** TASK PROMPT **
Look below for the line with "stroke(minor, '#68738c', 14);". Extract that line and each one after it through the last, word for word.

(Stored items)
....................

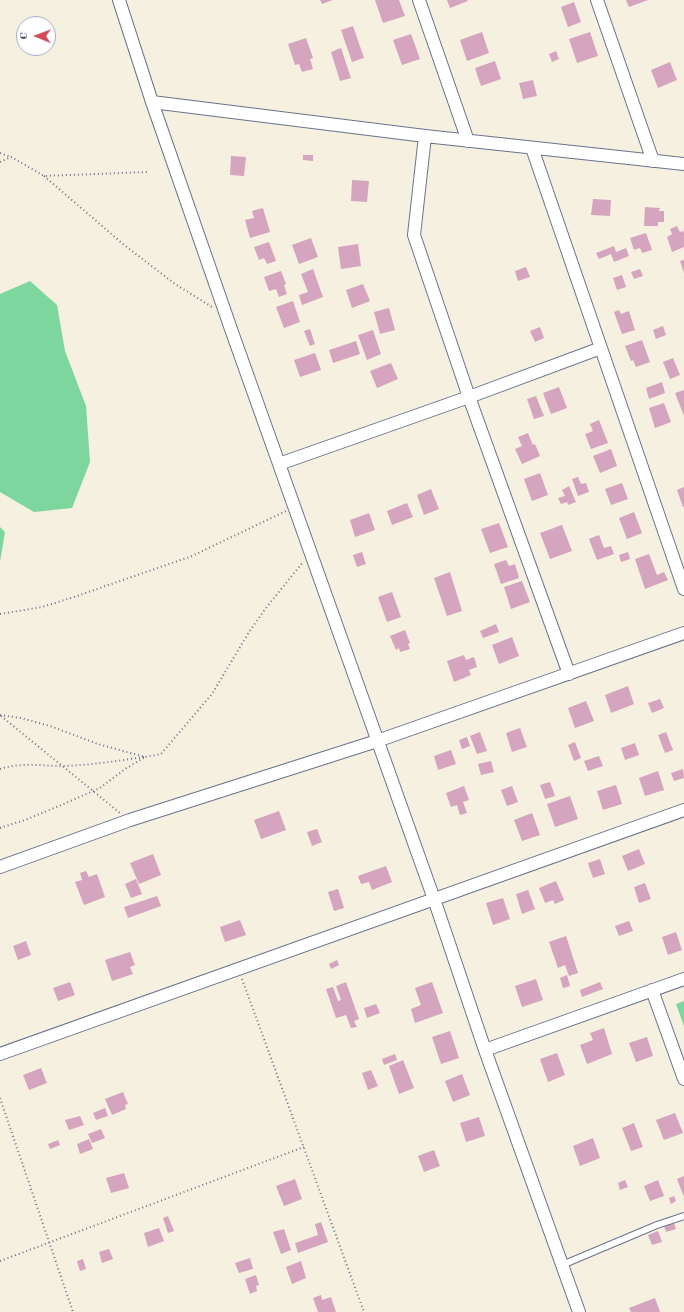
<!DOCTYPE html>
<html>
<head>
<meta charset="utf-8">
<style>
	body { margin:0 }
	#map { position:relative; width:684px; height:1312px; overflow:hidden; background:#f6f0e0; font-family:"Old Standard TT",serif }
	canvas { display:block }
	.north { position:absolute; left:16px; top:16px; width:40px; height:40px; box-sizing:border-box; background:#fff; border:1px solid #a4acbf; border-radius:50%; rotate:271deg; font-size:11px; font-weight:700; line-height:16px; text-align:center; color:#1b2f5e }
	.north::after { content:''; display:block; margin:auto; width:14px; height:18px; background:#d1495b; clip-path:polygon(50% 0,100% 100%,50% 72%,0 100%) }
</style>
</head>
<body>
<div id="map">
<canvas width="684" height="1312"></canvas>
<div class="north">С</div>
</div>
<script>
const ctx = document.querySelector('canvas').getContext('2d');
ctx.lineJoin = 'round';
function fill(path, color) { ctx.fillStyle = color; ctx.fill(path, 'evenodd'); }
function stroke(path, color, width, dash) { ctx.strokeStyle = color; ctx.lineWidth = width; ctx.lineCap = dash ? 'butt' : 'round'; ctx.setLineDash(dash || []); ctx.stroke(path); }
fill(new Path2D(`
	M30,281L57,305L65,351L86,406L90,462L72,508L34,512L0,492V294Z
	M0,527L5,532L0,562Z
	M684,1001V1026L676,1004Z`), '#7cd69d');
fill(new Path2D(`
	M320,0H333L322,4Z
	M375,0H399L405,16L383,23Z
	M447,0H467L468,1L450,8Z
	M626,0H648L629,7Z
	M574,2L581,22L568,27L561,7Z
	M353,26L364,58L352,62L341,30Z
	M482,32L489,53L467,61L460,40Z
	M590,32L598,56L577,63L569,39Z
	M411,34L420,59L402,65L393,40Z
	M306,38L313,58L310,59L313,69L302,72L299,64L295,65L288,44Z
	M341,48L351,78L340,81L331,52Z
	M556,51L559,59L552,62L549,54Z
	M495,61L501,79L481,86L475,68Z
	M670,62L677,80L658,88L651,70Z
	M533,80L537,96L523,99L519,83Z
	M303,155H313V161L303,160Z
	M231,156L246,157L244,176L230,175Z
	M352,180L369,181L367,202L351,201Z
	M593,199L611,200L610,216L591,215Z
	M645,207L660,208L659,211H664V222H658V226H644Z
	M263,208L270,232L250,238L245,220L254,218L252,211Z
	M677,226L680,232L683,231L684,233V247L672,252L667,237L672,234L670,229Z
	M646,233L652,250L642,253L640,248L634,250L630,238Z
	M311,238L318,257L299,264L292,245Z
	M269,242L276,261L267,264L264,258L259,260L254,247Z
	M358,244L361,266L341,269L338,247Z
	M614,246L616,252L626,248L629,256L614,262L611,254L599,259L596,253Z
	M684,260V273L680,261Z
	M526,267L530,277L518,281L515,271Z
	M313,269L323,297L302,305L299,295L308,292L301,274Z
	M640,269L643,276L634,279L631,272Z
	M281,271L286,284L284,285L287,294L279,297L276,289L269,291L264,277Z
	M622,275L626,287L617,290L613,278Z
	M363,284L370,301L352,308L346,290Z
	M293,301L300,322L284,328L276,307Z
	M389,308L395,330L380,334L374,312Z
	M619,310L621,314L629,311L635,330L622,334L614,312Z
	M663,326L666,335L656,339L653,330Z
	M540,327L544,338L535,342L530,331Z
	M310,329L315,344L310,346L304,331Z
	M373,330L381,354L367,360L358,335Z
	M642,340L650,362L636,367L633,360L631,361L625,346Z
	M356,341L360,354L333,363L329,350Z
	M315,353L321,370L300,377L294,360Z
	M673,358L680,375L670,379L663,362Z
	M391,363L398,379L377,388L370,371Z
	M662,382L665,393L649,399L646,388Z
	M559,387L567,408L551,414L543,393Z
	M684,390V416L675,393Z
	M536,396L544,416L534,419L527,399Z
	M664,403L671,422L655,428L649,408Z
	M599,420L608,443L591,449L585,434L593,431L590,424Z
	M528,433L533,445L535,444L540,456L522,464L515,449L522,446L518,437Z
	M611,449L617,466L600,473L593,456Z
	M540,473L548,495L532,501L524,479Z
	M578,477L581,484L586,483L589,492L578,496L572,479Z
	M622,483L628,499L611,505L605,489Z
	M569,486L576,502L568,505L567,502L561,504L558,498L565,496L562,490Z
	M684,487V507H683L677,490Z
	M431,489L439,509L424,515L417,495Z
	M407,503L413,517L392,525L387,511Z
	M634,512L642,533L627,539L619,518Z
	M369,513L375,530L355,537L350,520Z
	M499,523L508,547L490,553L481,529Z
	M562,525L572,551L550,559L540,533Z
	M599,535L604,548L611,546L614,554L597,560L589,539Z
	M362,552L366,564L357,567L353,555Z
	M628,552L630,559L621,562L619,555Z
	M649,554L657,575L664,572L668,580L645,589L635,559Z
	M506,560L509,566L515,564L519,578L501,584L494,564Z
	M450,572L462,611L447,616L434,578Z
	M522,581L530,602L511,609L504,587Z
	M392,592L401,617L387,622L378,597Z
	M496,624L499,632L483,638L480,631Z
	M405,630L410,643L408,644L410,649L400,652L399,648L396,650L390,636Z
	M512,637L519,656L499,664L492,645Z
	M464,655L466,660L474,657L477,667L469,670L471,675L454,682L447,661Z
	M628,686L634,704L611,713L605,695Z
	M660,699L664,708L652,713L648,703Z
	M586,701L594,721L575,728L568,708Z
	M520,728L527,747L512,752L506,733Z
	M480,732L487,751L477,754L470,736Z
	M666,732L673,750L665,753L658,735Z
	M467,737L470,746L462,749L459,740Z
	M575,742L581,758L574,761L568,745Z
	M635,743L639,755L625,760L621,748Z
	M451,750L456,764L438,770L434,756Z
	M599,756L603,766L588,771L584,761Z
	M491,761L494,772L481,775L478,764Z
	M683,769L684,778L674,781L671,773Z
	M658,771L664,790L645,796L639,778Z
	M550,782L555,796L545,799L540,785Z
	M616,785L622,804L603,810L597,791Z
	M464,786L469,800L463,802L467,813L460,815L457,805L451,807L446,793Z
	M512,786L518,802L507,806L501,790Z
	M570,796L578,819L555,827L547,804Z
	M279,811L286,830L261,839L254,820Z
	M532,813L540,835L522,841L514,820Z
	M317,829L322,842L312,846L307,832Z
	M639,849L645,864L628,871L622,856Z
	M153,854L161,875L139,884L130,863Z
	M600,859L605,874L593,878L588,863Z
	M386,866L392,882L372,890L369,882L361,884L358,876Z
	M86,871L89,877L97,874L105,897L84,905L75,882L82,880L80,873Z
	M136,879L142,894L131,898L125,884Z
	M556,881L564,900L555,904L553,900L545,903L539,888Z
	M645,883L651,899L639,903L634,887Z
	M338,889L344,908L334,911L328,892Z
	M528,890L535,909L522,914L516,894Z
	M157,896L161,906L128,918L124,907Z
	M503,898L510,919L493,925L486,903Z
	M240,920L246,935L225,942L220,927Z
	M629,921L633,931L619,936L615,926Z
	M676,932L682,950L668,955L662,937Z
	M566,936L578,973L569,976L565,965L558,968L549,942Z
	M26,941L31,955L18,960L13,946Z
	M130,952L135,965L130,967L133,974L112,981L105,960Z
	M337,960L339,965L331,969L329,964Z
	M567,975L570,986L563,988L560,978Z
	M536,979L543,1000L522,1007L515,986Z
	M70,982L75,995L58,1001L53,988Z
	M346,982L359,1019L354,1021L357,1027L351,1028L346,1015L336,1018L326,989L333,987L338,1001L341,1000L336,986Z
	M432,982L443,1013L415,1023L411,1009L421,1005L415,988Z
	M600,982L603,989L582,997L580,990Z
	M376,1004L380,1013L367,1018L364,1008Z
	M604,1028L612,1054L587,1064L580,1045L593,1040L590,1033Z
	M450,1031L459,1058L441,1064L432,1037Z
	M647,1037L653,1056L636,1062L629,1043Z
	M557,1053L565,1075L548,1082L540,1059Z
	M395,1054L397,1060L384,1065L382,1059Z
	M403,1060L414,1088L399,1094L389,1066Z
	M41,1068L47,1083L29,1090L23,1075Z
	M371,1070L378,1086L368,1090L362,1073Z
	M462,1074L470,1095L453,1102L445,1081Z
	M123,1092L128,1104L125,1105L126,1109L112,1115L105,1099Z
	M105,1108L108,1116L96,1120L93,1113Z
	M675,1113L683,1133L664,1140L656,1120Z
	M80,1116L84,1125L69,1130L65,1120Z
	M479,1117L485,1136L466,1142L460,1123Z
	M634,1123L643,1147L631,1151L622,1128Z
	M101,1129L105,1138L92,1143L88,1134Z
	M593,1138L600,1158L580,1166L573,1146Z
	M89,1139L93,1149L80,1154L77,1144Z
	M58,1140L60,1145L50,1149L48,1144Z
	M434,1150L440,1166L424,1172L418,1156Z
	M124,1173L129,1188L111,1193L106,1178Z
	M684,1176V1197L677,1179Z
	M295,1179L302,1199L284,1206L276,1186Z
	M625,1180L628,1187L620,1190L618,1183Z
	M658,1180L664,1196L650,1201L644,1186Z
	M674,1196L676,1201L671,1204L669,1198Z
	M168,1216L174,1231L168,1233L163,1218Z
	M321,1222L328,1242L298,1253L295,1243L318,1235L315,1224Z
	M674,1223L676,1229L666,1232L664,1226Z
	M159,1228L164,1241L148,1247L144,1233Z
	M284,1229L291,1250L281,1254L273,1232Z
	M658,1231L662,1242L652,1245L648,1235Z
	M109,1249L113,1259L102,1263L99,1252Z
	M250,1258L253,1269L239,1273L235,1263Z
	M83,1259L86,1269L80,1271L77,1261Z
	M301,1261L306,1278L292,1284L286,1267Z
	M256,1275L259,1285L256,1286L257,1291L250,1294L245,1279Z
	M321,1295L322,1300L331,1297L336,1312H318L313,1298Z
	M655,1298L660,1312H631L629,1308Z`), '#d5a4be');
const service = new Path2D(`
	M562,1265L657,1225L684,1216`);
const minor = new Path2D(`
	M119,0L152,102L232,332L434,899L485,1050L579,1312
	M419,0L468,141
	M597,0L653,161
	M152,102L425,136L684,164
	M425,136L414,235L469,397L569,674
	M532,148L684,589
	M279,464L469,397L601,348
	M0,867L130,820L377,741L684,633
	M652,990L684,1079
	M485,1050L684,979
	M0,1054L684,810`);
stroke(service, '#68738c', 8);
stroke(minor, '#68738c', 14);
stroke(new Path2D(`
	M0,153L11,157
	M0,162L11,157L44,176L148,172
	M44,176L123,244L175,284L212,307
	M0,614L42,607L77,596L192,556L286,511
	M0,715L21,718L50,726L98,744L145,757L161,754L212,694L249,632L266,608L303,562
	M1,716L120,813
	M0,769C21,762 42,766 64,766C91,765 117,761 144,757
	M0,828L25,820L59,806L100,788L125,769L145,757
	M242,979L364,1312
	M0,1098L73,1312
	M0,1261L304,1147`), '#68738c', 2, [1, 3]);
stroke(service, '#fff', 6);
stroke(minor, '#fff', 12);
</script>
</body>
</html>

....................

** EXERCISE RESULT **
stroke(minor, '#68738c', 14);
stroke(new Path2D(`
	M0,153L11,157
	M0,162L11,157L44,176L148,172
	M44,176L123,244L175,284L212,307
	M0,614L42,607L77,596L192,556L286,511
	M0,715L21,718L50,726L98,744L145,757L161,754L212,694L249,632L266,608L303,562
	M1,716L120,813
	M0,769C21,762 42,766 64,766C91,765 117,761 144,757
	M0,828L25,820L59,806L100,788L125,769L145,757
	M242,979L364,1312
	M0,1098L73,1312
	M0,1261L304,1147`), '#68738c', 2, [1, 3]);
stroke(service, '#fff', 6);
stroke(minor, '#fff', 12);
</script>
</body>
</html>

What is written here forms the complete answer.